There are a number of things, but two of the most cogent are that governments are due to put forward enhanced commitments to cut carbon by 2030 - so-called Nationally Determined Contributions (NDCs) - and to submit longer-term decarbonisation plans, to 2050, which ought logically to focus on reaching net zero emissions.
The wording is very explicit: these things should happen 'by 2020', not 'by COP26'.
The same is true of the commitment made originally in 2009 by rich nations to provide, from a mix of public and private sources, $100bn per year to help the poorest nations cut their emissions and protect themselves against climate change impacts. The phrase, again - 'by 2020'.

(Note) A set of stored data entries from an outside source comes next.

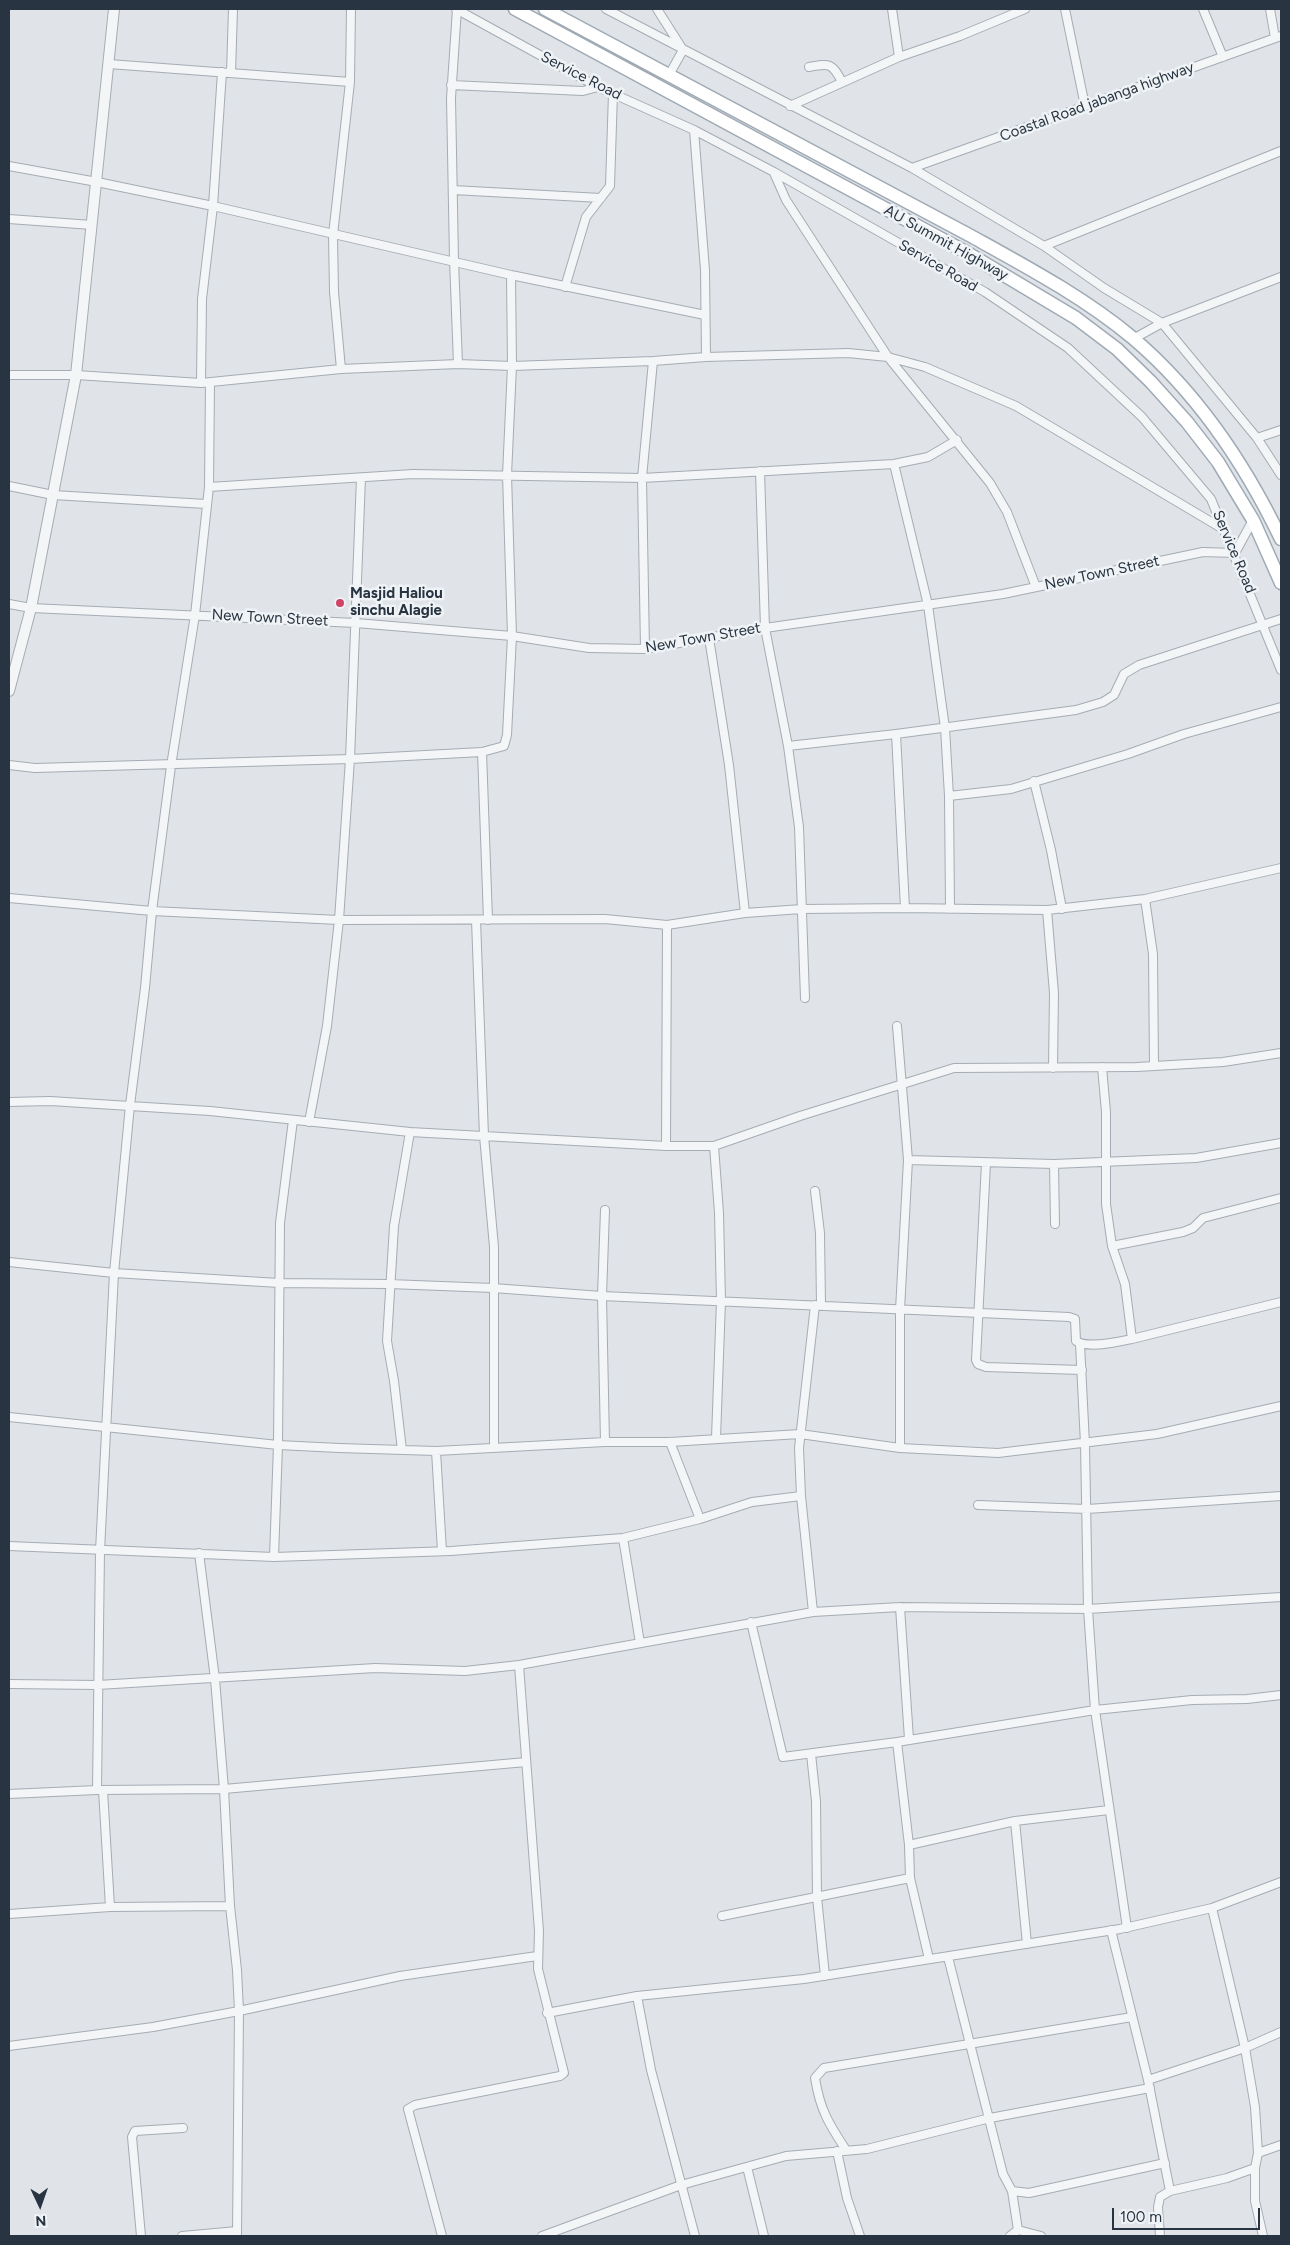 <!DOCTYPE html>
<style>
body{margin:0}
#map{position:relative;width:1290px;height:2245px;overflow:hidden;background:#e0e4e9;font-family:Figtree,sans-serif}
canvas{display:block}
.frame{position:absolute;inset:0;border:10px solid #283441;pointer-events:none}
.north{position:absolute;left:15px;top:2180px;width:50px;height:50px;-webkit-text-stroke:4px #eff3f6;paint-order:stroke;rotate:177deg;font-size:14px;font-weight:700;line-height:20px;text-align:center;color:#283441}
.north::after{content:'';display:block;margin:auto;width:18px;height:22px;background:#283441;clip-path:polygon(50% 0,100% 100%,50% 72%,0 100%)}
.scale{position:absolute;left:1112px;top:2208px;width:148px;height:22px;box-sizing:border-box;border:2px solid #283441;border-top:0;padding-left:6px;font-size:15px;line-height:18px;white-space:nowrap;color:#283441;-webkit-text-stroke:4px #eff3f6;paint-order:stroke}
</style>
<div id="map">
<canvas width="1290" height="2245"></canvas>
<div class="frame"></div>
<div class="north">N</div>
<div class="scale">100 m</div>
</div>
<script>
const c = document.querySelector('canvas').getContext('2d');
c.lineJoin = 'round';
function trace(path, color, width, dash) { c.strokeStyle = color; c.lineWidth = width; c.lineCap = dash ? 'butt' : 'round'; c.setLineDash(dash || []); c.stroke(path); }
function label(font, color, halo, rows, align = 'center') {
  c.font = font + ' Figtree,sans-serif'; c.lineWidth = 5; c.setLineDash([]); c.textBaseline = 'middle'; c.strokeStyle = halo; c.fillStyle = color; for (const [text, x, y, turn = 0] of rows) {
    c.save(); c.translate(x, y); c.rotate((+turn || 0) * Math.PI / 180); c.textAlign = isNaN(turn) ? turn : align; if (halo) c.strokeText(text, 0, 0); c.fillText(text, 0, 0); c.restore();
  }
}
const minor = new Path2D(`
 M456 9 598 87 694 130 774 172 985 292 1068 348 1142 417 1211 499 1281 670
 M457 9 451 98 454 260 458 364
 M606 9 912 168 1044 246 1104 288 1162 323 1257 438 1281 475
 M657 9 683 50 669 75
 M892 9 899 57
 M1065 9 1085 106
 M1203 9 1223 57
 M1270 9 1275 38
 M109 64 350 82
 M809 67C830 63 832 63 842 82
 M231 73 233 9
 M451 85 583 91 598 87
 M790 106 899 57 960 36 1025 9
 M694 130 705 270 706 357
 M9 166 97 182 213 206 511 275 512 366 507 475 512 636 507 735 504 746 482 752 350 759 35 768 9 765
 M912 168 1281 36
 M774 173 786 200 888 357 990 483 1007 512 1036 587
 M453 190 601 198
 M9 219 92 225
 M1044 246 1281 151
 M511 275 705 315
 M565 287 586 217 610 186 613 93
 M1133 339 1162 323 1281 277
 M341 369 334 292 333 235 350 82 351 9
 M9 375H76L201 383 341 369 458 364 512 366 653 361 706 357 848 353 888 357 925 367 1016 406 1223 529
 M201 383 202 299 213 206 222 72
 M1257 438 1281 430
 M894 464 928 605 945 728 949 796 950 909
 M760 471 765 628 788 746 799 827 805 998
 M9 486 53 495 206 504
 M209 487 413 474 642 478 894 464 928 457 957 440
 M9 604 31 608 356 623 512 636 589 648 645 649 765 628 1003 594 1203 552 1235 553 1253 520
 M709 638 729 765 745 913
 M645 649 642 478 653 361
 M896 734 905 908
 M788 746 896 734 1076 710 1103 702 1114 695 1124 674 1139 665 1281 619
 M482 752 488 920
 M1034 781 1051 850 1062 909
 M949 796 1011 789 1128 754 1184 734 1281 707
 M9 898 152 911 339 920 605 919 667 925 745 913 802 909 905 908 1047 910 1145 899 1281 868
 M1145 899 1153 954 1154 1066
 M1047 910 1054 993 1053 1068
 M476 920 484 1136 494 1247V1448
 M897 1026 908 1160 900 1310V1448
 M1102 1067 1106 1112V1204L1112 1246 1125 1284 1132 1339
 M9 1102 50 1101 210 1111 410 1132 666 1146H714L800 1116 954 1068 1137 1067 1223 1062 1281 1053
 M309 1122 327 1026 339 920 350 759 361 478
 M666 1146 667 925
 M714 1146 719 1213 721 1301 716 1438
 M908 1160 1054 1164 1196 1158 1281 1143
 M986 1163 976 1360 978 1364 986 1367 1082 1370
 M1054 1164 1055 1224
 M815 1191 820 1233 821 1305
 M605 1210 602 1296 605 1442
 M1112 1246 1183 1232 1193 1228 1203 1218 1281 1198
 M9 1262 114 1273 279 1283 389 1284 493 1288 602 1296 1069 1317 1075 1319 1076 1341C1088 1349 1118 1342 1132 1339L1281 1302
 M1080 1344 1085 1444 1088 1609 1095 1710 1127 1928
 M9 1417 278 1445 339 1448 436 1451 605 1442H670L800 1434 900 1448 998 1453 1157 1434 1281 1406
 M670 1442 700 1519
 M402 1450 394 1381 387 1341 394 1226 410 1132
 M436 1451 442 1551
 M978 1505 1087 1509 1281 1496
 M623 1538 640 1643
 M9 1546 274 1557 451 1551 623 1538 700 1519 752 1502 801 1496
 M199 1553 215 1679 224 1789 230 1906 237 1970 239 2011 237 2236
 M274 1557 278 1445 280 1223 293 1120
 M900 1607 909 1739
 M813 1612 801 1496 799 1448 815 1305
 M751 1622 783 1757 897 1742 1095 1710 1192 1700 1247 1699 1281 1695
 M9 1684 98 1685 375 1668 465 1671 519 1665 813 1612 900 1607 1088 1609 1281 1597
 M897 1742 909 1845 910 1878 929 1959
 M811 1754 816 1801 817 1897 825 1976
 M97 1790 100 1551 114 1273 130 1105 145 988 152 911 171 766 195 615 209 487 210 383
 M103 1790 110 1907
 M9 1794 97 1790 224 1789 526 1762
 M1015 1821 1027 1944
 M909 1845 1015 1821 1109 1810
 M1212 1908 1245 2048 1255 2107 1258 2153 1255 2168V2201L1263 2236
 M9 1914 110 1907 230 1906
 M722 1916 910 1878
 M1111 1930 1148 2080 1170 2191
 M948 1957 1003 2174 1012 2191 1018 2230
 M637 1996 651 2070 695 2236
 M547 2013 637 1996 804 1979 1120 1929 1212 1908 1281 1882
 M9 2046 153 2027 239 2011 400 1976 537 1956
 M1148 2080 1245 2048 1281 2032
 M846 2150C829 2124 820 2110 815 2078L824 2068 1132 2017
 M837 2151 847 2198 860 2236
 M1258 2153 1281 2145
 M747 2167 764 2236
 M1012 2191 1029 2193 1165 2163
 M1018 2230 1041 2236
 M141 2236 132 2137 135 2131 183 2128
 M182 2236 237 2231
 M442 2236 408 2109 415 2105 560 2076 564 2073 538 1969 539 1931 519 1665
 M542 2236 681 2185 786 2156 867 2149 990 2118 1150 2088
 M1010 2236 1018 2230
 M1160 2236 1158 2207 1160 2197 1170 2191 1227 2178 1255 2168`);
const tertiary = new Path2D(`
 M9 691 31 608 76 375 114 9`);
const primary = new Path2D(`
 M515 9 964 251 1076 318 1117 349 1151 382 1187 422 1218 462 1253 520 1281 583
 M545 9 971 236C1027 267 1085 298 1134 339 1197 393 1245 464 1281 539`);
trace(minor, '#a5acb3', 10);
trace(tertiary, '#a5acb3', 12);
trace(primary, '#9faab5', 15);
trace(minor, '#f3f5f7', 8);
trace(tertiary, '#f3f5f7', 10);
trace(primary, '#fff', 12);
for (const [x, y, r, color] of [
 [340,603,5,"#d04366"]
]) { const dot = new Path2D(); dot.arc(x, y, r, 0, 2 * Math.PI); c.fillStyle = color; c.fill(dot); trace(dot, '#eff3f6', 2); }
label('15px', '#283441', '#eff3f6', [
 ["Service Road",581,76,27],
 ["Coastal Road jabanga highway",1097,102,-20],
 ["AU Summit Highway",946,243,29],
 ["Service Road",938,266,30],
 ["Service Road",1234,552,67],
 ["New Town Street",1102,573,-12],
 ["New Town Street",270,618,3],
 ["New Town Street",703,638,-10]
]);
label('bold 15px', '#283441', '#eff3f6', [
 ["Masjid Haliou",350,594],
 ["sinchu Alagie",350,611]
], 'left');
</script>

Now – these commitments aren't legally binding, so governments could collectively decide they want to move the deadlines back. But maybe not all of them will want to, particularly the poorest nations most vulnerable to climate change impacts.
Decision time
Would postponement be a good idea?
There are arguments on both sides. In favour, it's pretty obvious that most governments and businesses and indeed citizens won't have climate change at the top of their priority list in the coming months.
Postponing would also get around the tricky issue of the US Presidential election, which falls on 3rd November – just days before the Glasgow summit.
If a Democrat wins, the logic goes, then holding the summit some months into next year would allow the new President to come along with a package of commitments, breathing new life into the crucial bilateral relationship with China and reinvigorating US diplomacy in support of the Paris Agreement.
On the negative side, every international process like this depends on the 'big mo' – momentum. Any sense of delay, drift, ennui can be a serious detraction.
So, not an easy decision.
However, it's one that governments through the UN climate convention will have to make at some point. Already many smaller preparatory meetings have been cancelled or held online. (The latter isn't a serious proposition for one of the annual summits, by the way – think about trying to conduct a 195-participant conference call spanning every time zone for two weeks, then add in civil society, science, business and all the other interested parties, and you soon see why.)
The convention's next big set-piece is the annual June meeting at UNFCCC HQ in Bonn, conventionally termed the 'Intersessional'. A decision on whether to postpone that will need taking soon – and the one on COP26 will presumably come some time after that, perhaps not until mid-year.
Plans in limbo
A final thought should go to all the organisations up and down the country, but especially in Glasgow, which were looking forward to the UK hosting this hugely important event and whose plans now lie in limbo.
From churches to investment houses, from youth activists to farmers, from emergency services to actors – many and diverse are the people who were planning to mark COP26 in some way, and are now wondering if and when they'll be able to.
It may not be the biggest thing on everyone's mind just now; but when Covid-19 is sorted, climate change will still be there.
And so, perhaps, will the Glasgow COP.